7 Reasons Why Your Long Distance Friendship Is Actually Your Strongest Friendship
Having a long-distance best friend is like having this secret vault into which I can spill with no consequence or judgment. I can tell her how I am actually feeling, as opposed to how I should be feeling or what I want to be feeling. Secret’s safe with her.
1. Time together is so special.
We see one another so rarely that any time together is a gift. There is no room for small spats or any kind of conflict because every minute that goes by is another minute till we have to say goodbye again. Every second counts. We are so cautious never to waste time on anything but loving, supporting and listening to one another.
2. We’re really comfortable with the fact that we have other friends.
I have had friends in the past who need constant reassurance that I like them best of all. I have been that friend a lot, too, in some of my friendships, but never with any of my faraway friends. When you’re in a long-distance friendship, you can’t expect that from somebody. Of course we have other friends. Thank god you have other friends. There’s no need to constantly confirm our definitive friend ranking because we know that long-distance friends are on a different list altogether.
3. There is a bigger freedom for growth.
When I met my best friend, we both had braces and bad taste in music. A year later, when we saw each other next, we were knee-deep in our first relationships. Every time we see each other, something changes. Every time we see each other, there’s something new going on in each of our lives. We use new words and our opinions have changed about foods we used to like and we listen to different music. Every time we see each other we have grown- but somehow it doesn’t change anything about our friendship.
I so often hear people talk about how they’ve “grown apart” from friends throughout their lives and I wonder why being miles away from each other means we have stood the test of time. Perhaps being so removed from all the things in her life that shape her means I feel no responsibility to control who she becomes. I am content with the fact that I knew her at thirteen with braces, and I know her now as she takes her twenties by storm, and I will know her through every chapter of her changing story. It doesn’t scare me at all. This is out of my control. All the consistency I need is her kindness, loyalty and courage- the qualities I see most clearly with each new version of her that I meet.
4. It is easier to be honest.
Having a long-distance best friend is like having this secret vault into which I can spill with no consequence or judgment. I can tell her how I am actually feeling, as opposed to how I should be feeling or what I want to be feeling. Secret’s safe with her.
5. Long-distance friends take your side.
Everything she knows about my life goes through me. I can articulate how I felt and where I stand and suddenly here is this person that is able to just listen, just understand, and not have to play devil’s advocate.

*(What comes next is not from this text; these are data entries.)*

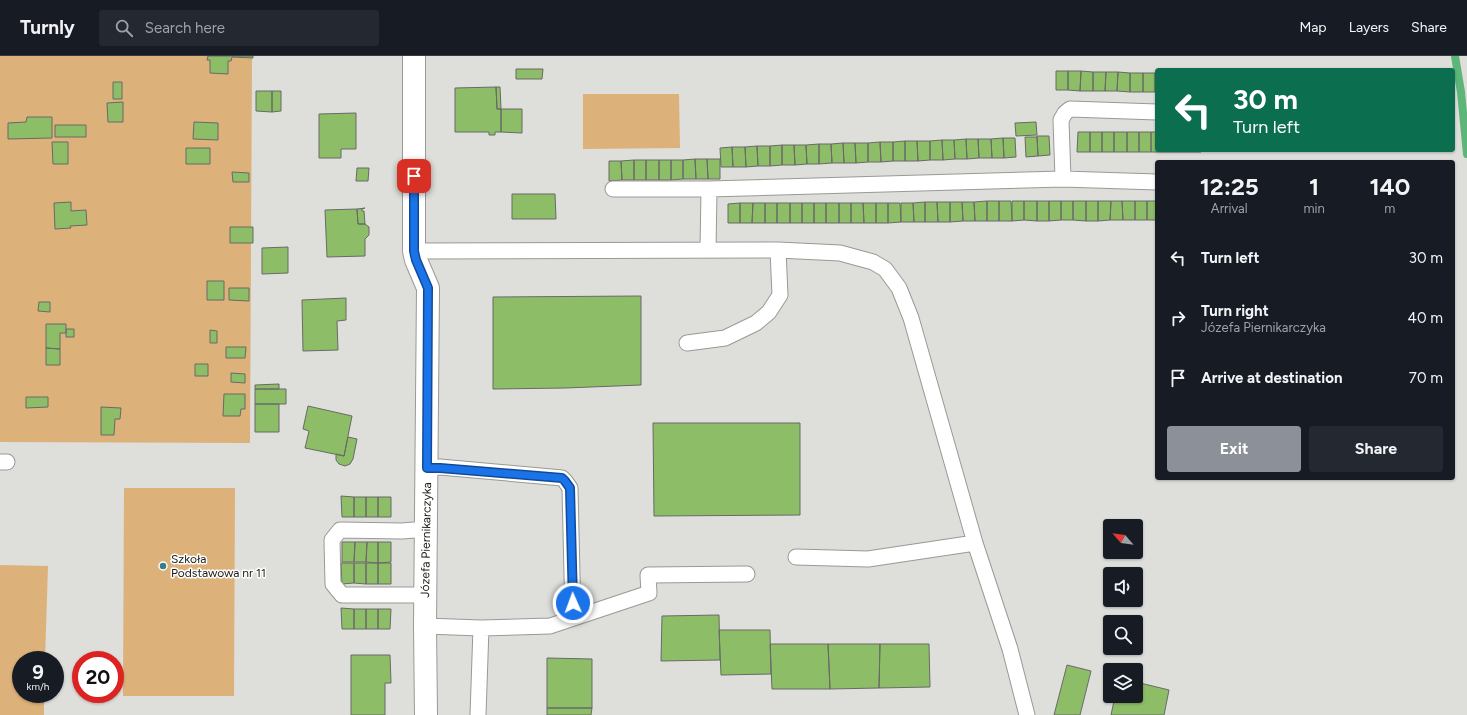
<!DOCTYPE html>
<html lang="en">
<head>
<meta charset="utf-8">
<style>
	body { margin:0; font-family:Figtree,sans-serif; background:#242831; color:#f1f3f6; height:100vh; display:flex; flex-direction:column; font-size:15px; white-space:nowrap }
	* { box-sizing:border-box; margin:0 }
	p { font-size:13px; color:#9ea1a6 }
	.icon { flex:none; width:22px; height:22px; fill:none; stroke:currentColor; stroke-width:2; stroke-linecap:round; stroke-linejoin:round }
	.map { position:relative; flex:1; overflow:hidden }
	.drawer { position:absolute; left:1155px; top:104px; width:300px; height:320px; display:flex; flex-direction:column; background:#171b24; border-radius:4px; box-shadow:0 1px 3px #0004 }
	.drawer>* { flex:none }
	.banner { position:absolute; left:1155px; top:12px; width:300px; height:84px; border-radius:4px; box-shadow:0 1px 3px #0004; background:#0b6e4f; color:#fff; overflow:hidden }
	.needle { width:26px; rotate:298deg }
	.tools { position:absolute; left:1103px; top:463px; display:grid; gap:8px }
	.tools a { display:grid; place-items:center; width:40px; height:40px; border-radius:4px; background:#171b24; box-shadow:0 1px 3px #0004; font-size:20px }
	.speed { position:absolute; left:12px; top:595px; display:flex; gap:8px; font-size:20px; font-weight:700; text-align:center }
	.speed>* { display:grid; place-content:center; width:52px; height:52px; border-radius:50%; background:#171b24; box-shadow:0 1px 3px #0004; line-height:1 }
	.speed small { font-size:10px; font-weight:400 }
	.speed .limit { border:6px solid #d22; background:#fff; color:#111 }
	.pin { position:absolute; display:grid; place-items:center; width:34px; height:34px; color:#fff; margin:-17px; border-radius:8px; box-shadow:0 2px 6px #0006 }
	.me { position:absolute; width:44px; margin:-22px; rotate:358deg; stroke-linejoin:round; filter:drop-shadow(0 0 3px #0008) }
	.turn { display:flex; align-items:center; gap:14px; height:84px; padding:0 12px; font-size:18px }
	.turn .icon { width:52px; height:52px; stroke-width:2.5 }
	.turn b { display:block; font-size:28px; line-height:34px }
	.eta { display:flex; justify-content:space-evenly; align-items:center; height:68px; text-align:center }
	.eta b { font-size:24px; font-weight:700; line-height:28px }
	.cta { display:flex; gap:8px; margin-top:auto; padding:8px 12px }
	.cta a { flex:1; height:46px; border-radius:4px; background:#8c9099; color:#fff; font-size:16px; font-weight:700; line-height:46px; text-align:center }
	.cta a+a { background:#242831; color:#f1f3f6 }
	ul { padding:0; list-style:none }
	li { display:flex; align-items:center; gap:12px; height:60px; padding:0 12px }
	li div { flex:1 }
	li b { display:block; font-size:15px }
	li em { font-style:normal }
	header { display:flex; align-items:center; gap:24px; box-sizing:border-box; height:56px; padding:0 20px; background:#171b24; border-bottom:1px solid #363941 }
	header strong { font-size:19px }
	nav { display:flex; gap:22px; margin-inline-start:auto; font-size:14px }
	.search { width:280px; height:36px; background:#242831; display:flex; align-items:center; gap:10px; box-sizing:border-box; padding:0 14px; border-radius:4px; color:#9ea1a6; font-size:15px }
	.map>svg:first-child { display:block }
	.garden { fill:#ddb17a }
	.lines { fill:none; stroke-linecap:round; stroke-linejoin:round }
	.stream { stroke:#5db579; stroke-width:8 }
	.building { fill:#8ebd68; stroke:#686a67 }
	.service-casing { stroke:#999a96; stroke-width:17 }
	.minor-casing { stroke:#999a96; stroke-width:24 }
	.service { stroke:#fff; stroke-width:15 }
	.minor { stroke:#fff; stroke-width:22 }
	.route-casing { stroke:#114b97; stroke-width:10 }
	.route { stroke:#1a73e8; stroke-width:7 }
	.poi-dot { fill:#387d8a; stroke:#fffffe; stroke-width:1.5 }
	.labels { text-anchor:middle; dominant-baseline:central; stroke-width:3; stroke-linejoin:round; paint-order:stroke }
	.street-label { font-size:12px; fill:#1a1a19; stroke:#fffffe }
	.poi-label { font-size:12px; fill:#1a1a19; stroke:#fffffe; text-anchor:start }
</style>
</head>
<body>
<header>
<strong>Turnly</strong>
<div class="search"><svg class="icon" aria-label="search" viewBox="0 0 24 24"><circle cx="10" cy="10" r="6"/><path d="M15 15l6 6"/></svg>Search here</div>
<nav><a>Map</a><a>Layers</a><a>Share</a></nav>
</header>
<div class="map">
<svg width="1467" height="659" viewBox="0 0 1467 659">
	<rect width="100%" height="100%" fill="#dededb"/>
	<path class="garden" d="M0,0H252L250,387L0,386Z
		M583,38H679L680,92L583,93Z
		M124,432H235L234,640H123Z
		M0,509L48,510L45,604H21V638H44V659H0Z"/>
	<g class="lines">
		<path class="stream" d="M1455,0L1461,36L1467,98"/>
	</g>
	<path class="building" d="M208,0H253V2L232,1L231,5H228V18L210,17V4H207Z
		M516,13H543L542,23H516Z
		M1056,15H1068V34H1056Z
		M1068,15H1081L1080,35L1068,34Z
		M1081,15L1093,16V35H1080Z
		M1093,16H1106L1105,35H1093Z
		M1106,16H1118L1117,35H1105Z
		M1118,16L1130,17V36L1117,35Z
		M1130,17H1143V36H1130Z
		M1143,17H1155V36H1143Z
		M1155,17H1157V36H1155Z
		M113,26H122V43H113Z
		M496,31L497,53H501V76H495V79H489V76H455V32Z
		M496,31H500L501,53H497Z
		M256,35H272V56L256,55Z
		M272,35H281V55L272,56Z
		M123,46V66H108L107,47Z
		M501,53H522V77L501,76Z
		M356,57V93H341V102H319V58Z
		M27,61H52V82L8,83V67L26,66Z
		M194,66L218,67V84L193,83Z
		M1036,66L1037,79L1016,80L1015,67Z
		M55,69H86V81H55Z
		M1078,76H1090V96H1077Z
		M1090,76H1102V96H1090Z
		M1102,76H1114V96H1102Z
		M1114,76H1127V96H1114Z
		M1127,76H1139V96H1127Z
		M1139,76H1151V96H1139Z
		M1151,76H1157V94H1164V96H1151Z
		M1037,80H1049L1050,99L1038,100Z
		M1025,81H1037L1038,100L1026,101Z
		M1003,82L1004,102H992L991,83Z
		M1003,82H1015L1016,101L1004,102Z
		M966,83H978L979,102L967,103Z
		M966,83L967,103H955L954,84Z
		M978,83H991L992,102H979Z
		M942,84L943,104H930V85Z
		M942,84H954L955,103L943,104Z
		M905,85H917L918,105H905Z
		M905,85V105H893V86Z
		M917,85H930V104L918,105Z
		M52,86H68V108H53Z
		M880,86L881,106H868V87Z
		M880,86H893V105L881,106Z
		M843,87L844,107H832L831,88Z
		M843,87H855L856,107H844Z
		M855,87H868V106L856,107Z
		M819,88H831L832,107L819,108Z
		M819,88V108H807L806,89Z
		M782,89H794L795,109H782Z
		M782,89V109L770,110V90Z
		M794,89H806L807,108L795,109Z
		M757,90H770V110H758Z
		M757,90L758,110L746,111L745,91Z
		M732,91H745L746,111H733Z
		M732,91L733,111H721L720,92Z
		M186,92H210V108H186Z
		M1164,94H1176V96H1164Z
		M1176,94H1188V96H1176Z
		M1188,94H1201V96H1188Z
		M695,103L696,123H683V104Z
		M695,103H707L708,123H696Z
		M707,103H720V123H708Z
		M634,104V124H622L621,105Z
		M634,104H646V124H634Z
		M646,104H659V124H646Z
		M659,104H671V124H659Z
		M671,104H683V123L671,124Z
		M609,105H621L622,124L609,125Z
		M357,112H369L368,125H356Z
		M232,116L249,117V126H233Z
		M512,138H555L556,163H512Z
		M987,145H999V165H987Z
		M987,145V165H975L974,146Z
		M999,145H1011L1012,165H999Z
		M1012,145H1024V164L1012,165Z
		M1024,145H1037V165L1024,164Z
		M1037,145H1049V165H1037Z
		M1049,145H1061V164L1049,165Z
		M1061,145H1073V164H1061Z
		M1073,145H1086V165L1073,164Z
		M1086,145H1098V165H1086Z
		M1098,145H1111L1110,164L1098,165Z
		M1111,145H1122L1123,164H1110Z
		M1122,145H1135V164H1123Z
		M1135,145H1147V164H1135Z
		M1147,145H1157V164H1147Z
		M71,146V155L86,154L87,169L70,170L71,172L55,173L54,147Z
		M925,146H937L938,166H925Z
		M925,146V166H914L913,147Z
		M937,146H950V166H938Z
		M950,146H962L963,165L950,166Z
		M962,146H974L975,165H963Z
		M740,147H753L752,167H740Z
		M740,147V167H728V148Z
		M753,147H765V167H752Z
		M765,147H777V167H765Z
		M777,147H790V167H777Z
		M790,147H802V167H790Z
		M802,147H814V167H802Z
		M814,147H826V167H814Z
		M826,147H839V167H826Z
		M839,147H851V167H839Z
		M851,147H863L864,167H851Z
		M863,147H876V167H864Z
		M876,147H888V167H876Z
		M888,147H900L901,166L888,167Z
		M901,147H913L914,166H901Z
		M365,152L362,153V155H364L365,168H358L357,153Z
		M357,153L358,168H365L369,171V179L365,183V200L327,201L325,154Z
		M230,171H253V187H230Z
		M288,191V217L262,218V192Z
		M207,225H224V244H207Z
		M229,232H249V245L229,244Z
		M641,240V329L566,332L493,333V241Z
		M346,242V264L337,265L338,294L303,295L302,244Z
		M39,246H50V256L38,255Z
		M46,268H66V277H60V293L46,292Z
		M66,273H74V281H66Z
		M210,274L217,275V287H210Z
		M226,291H246L245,302H226Z
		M46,292L60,293V309H46Z
		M195,308H208V320H195Z
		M231,317L245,318V327L231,326Z
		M279,328V333H255V329Z
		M255,333H286V348H255Z
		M224,338H245V353H241L240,360H223Z
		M26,341H48V351L26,352Z
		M255,348H279V376H255Z
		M308,350L352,360L344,400L305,392L309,375L303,373Z
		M101,351L121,352L120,363H115L114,379H101Z
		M653,367H800V459L654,460Z
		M348,381L357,383L353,403L350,408L345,410L339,408L336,404V398L344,400Z
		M341,440L354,441V461H342Z
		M354,441H366V461H354Z
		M366,441H378V461H366Z
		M378,441H391V461H378Z
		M342,486H355L354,506H342Z
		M355,486H367L366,506H354Z
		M367,486H378V507L366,506Z
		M378,486H391V506L378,507Z
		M341,507H354V527L342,528Z
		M354,507H366V528L354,527Z
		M366,507H378V528H366Z
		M378,507H391V528H378Z
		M341,552L354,553V573H342Z
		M354,553H366V573H354Z
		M366,553H378V573H366Z
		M378,553H391L390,573H378Z
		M719,559L720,604L661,605L662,560Z
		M719,574H770L771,618L721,619Z
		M770,588H828L830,633H772Z
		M828,588H880L879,632L830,633Z
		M880,588H929L930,631L879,632Z
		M351,599H390L391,627H385V659H351Z
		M547,602L592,603V652H547Z
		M1067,609L1091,615L1080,659H1054Z
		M1136,626L1169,634L1164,659H1111L1115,640H1136Z
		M547,652H592L591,659H547Z"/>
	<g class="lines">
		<g class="service-casing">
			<path id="service" d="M1063,123L1061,64L1065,57L1070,53L1157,56
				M613,133H709L1063,123L1157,126
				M708,194L709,133
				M414,195L778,194L840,197L873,206L885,213L899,232L911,262L975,487L1010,593L1027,659
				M687,287L725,282L756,267L769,256L780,239L778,194
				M0,406H7
				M427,412L440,411L562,422L565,425L570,432L573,562
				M796,501L868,503L975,487
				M426,539H342L333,528L332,484L340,474L402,475L427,473
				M425,570L481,572L550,570L649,537L648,519L747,518
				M478,659L481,572"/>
		</g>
		<g class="minor-casing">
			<path id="minor" d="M414,0V195L416,204L428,232L425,570L426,659"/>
		</g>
		<use href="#service" class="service"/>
		<use href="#minor" class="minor"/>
	</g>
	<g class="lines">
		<g class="route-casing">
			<path id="route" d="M414,120V195L416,204L428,232L427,412H440L562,422L565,425L570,432L573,547"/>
		</g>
		<use href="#route" class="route"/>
	</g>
	<circle class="poi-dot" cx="163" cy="510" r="4"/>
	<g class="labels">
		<g class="street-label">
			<text transform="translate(426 484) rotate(-89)">Józefa Piernikarczyka</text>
		</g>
		<g class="poi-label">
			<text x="171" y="503">Szkoła<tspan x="171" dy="14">Podstawowa nr 11</tspan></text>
		</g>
	</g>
</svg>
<div class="tools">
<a><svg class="needle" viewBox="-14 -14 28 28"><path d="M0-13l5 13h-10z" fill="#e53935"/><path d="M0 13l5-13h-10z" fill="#9ea1a6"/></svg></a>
<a><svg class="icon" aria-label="sound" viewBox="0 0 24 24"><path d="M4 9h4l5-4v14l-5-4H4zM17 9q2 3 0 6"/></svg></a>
<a><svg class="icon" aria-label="search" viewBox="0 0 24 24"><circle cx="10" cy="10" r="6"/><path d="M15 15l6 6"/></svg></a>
<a><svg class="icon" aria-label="layers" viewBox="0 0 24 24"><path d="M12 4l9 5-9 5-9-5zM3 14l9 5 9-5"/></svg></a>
</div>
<div class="speed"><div>9<small>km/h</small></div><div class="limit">20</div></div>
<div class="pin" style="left:414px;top:120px;background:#d93025"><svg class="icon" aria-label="arrive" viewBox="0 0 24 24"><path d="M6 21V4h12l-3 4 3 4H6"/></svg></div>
<svg class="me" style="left:573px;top:547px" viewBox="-20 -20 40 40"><circle r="17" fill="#1a73e8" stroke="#fff" stroke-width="3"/><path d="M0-11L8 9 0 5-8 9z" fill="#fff"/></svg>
<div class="banner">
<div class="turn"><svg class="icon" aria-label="left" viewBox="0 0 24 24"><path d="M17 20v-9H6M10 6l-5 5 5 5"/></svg><div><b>30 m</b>Turn left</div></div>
</div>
<section class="drawer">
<div class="eta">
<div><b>12:25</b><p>Arrival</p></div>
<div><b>1</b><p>min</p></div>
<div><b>140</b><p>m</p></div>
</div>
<ul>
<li><svg class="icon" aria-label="left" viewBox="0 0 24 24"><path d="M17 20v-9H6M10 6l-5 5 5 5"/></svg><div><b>Turn left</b></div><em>30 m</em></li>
<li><svg class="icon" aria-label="right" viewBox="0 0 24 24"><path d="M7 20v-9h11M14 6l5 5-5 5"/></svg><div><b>Turn right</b><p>Józefa Piernikarczyka</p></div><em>40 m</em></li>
<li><svg class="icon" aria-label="arrive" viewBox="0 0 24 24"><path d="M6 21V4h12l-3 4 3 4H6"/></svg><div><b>Arrive at destination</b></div><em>70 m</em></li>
</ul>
<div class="cta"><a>Exit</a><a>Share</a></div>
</section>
</div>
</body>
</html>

It’s necessary to have friends who challenge you but it’s so nice to have someone who’s seeing things from your perspective.
6. They’re strangely more reliable.
There is a common understanding in most of my long-distance friendships that we lead very full lives. I don’t expect anyone to sit by the phone each night waiting for my call. We can go days, weeks without talking, and my confidence never waivers. Our friendship will survive these moments of silence. I am not offended when our messages are broken up by seasons. We each lead, separate full lives, and we choose to celebrate that. I know, even in these moments of silence, she is only a few clicks away. I know, even in these long droughts, that she will be there when it counts. Somehow the physical distance cancels out any version of “drifting apart”, and I can rely on this friendship even after so many moments of silence.
7. Long-distance means long-term.
If we can survive inter-continentality, we can survive anything. If we can accept the ways in which we change year after year, if we are never threatened by outside factors, if we are always honest, if we can be forgiving, if we are always there even when we’re not, what’s going to break us?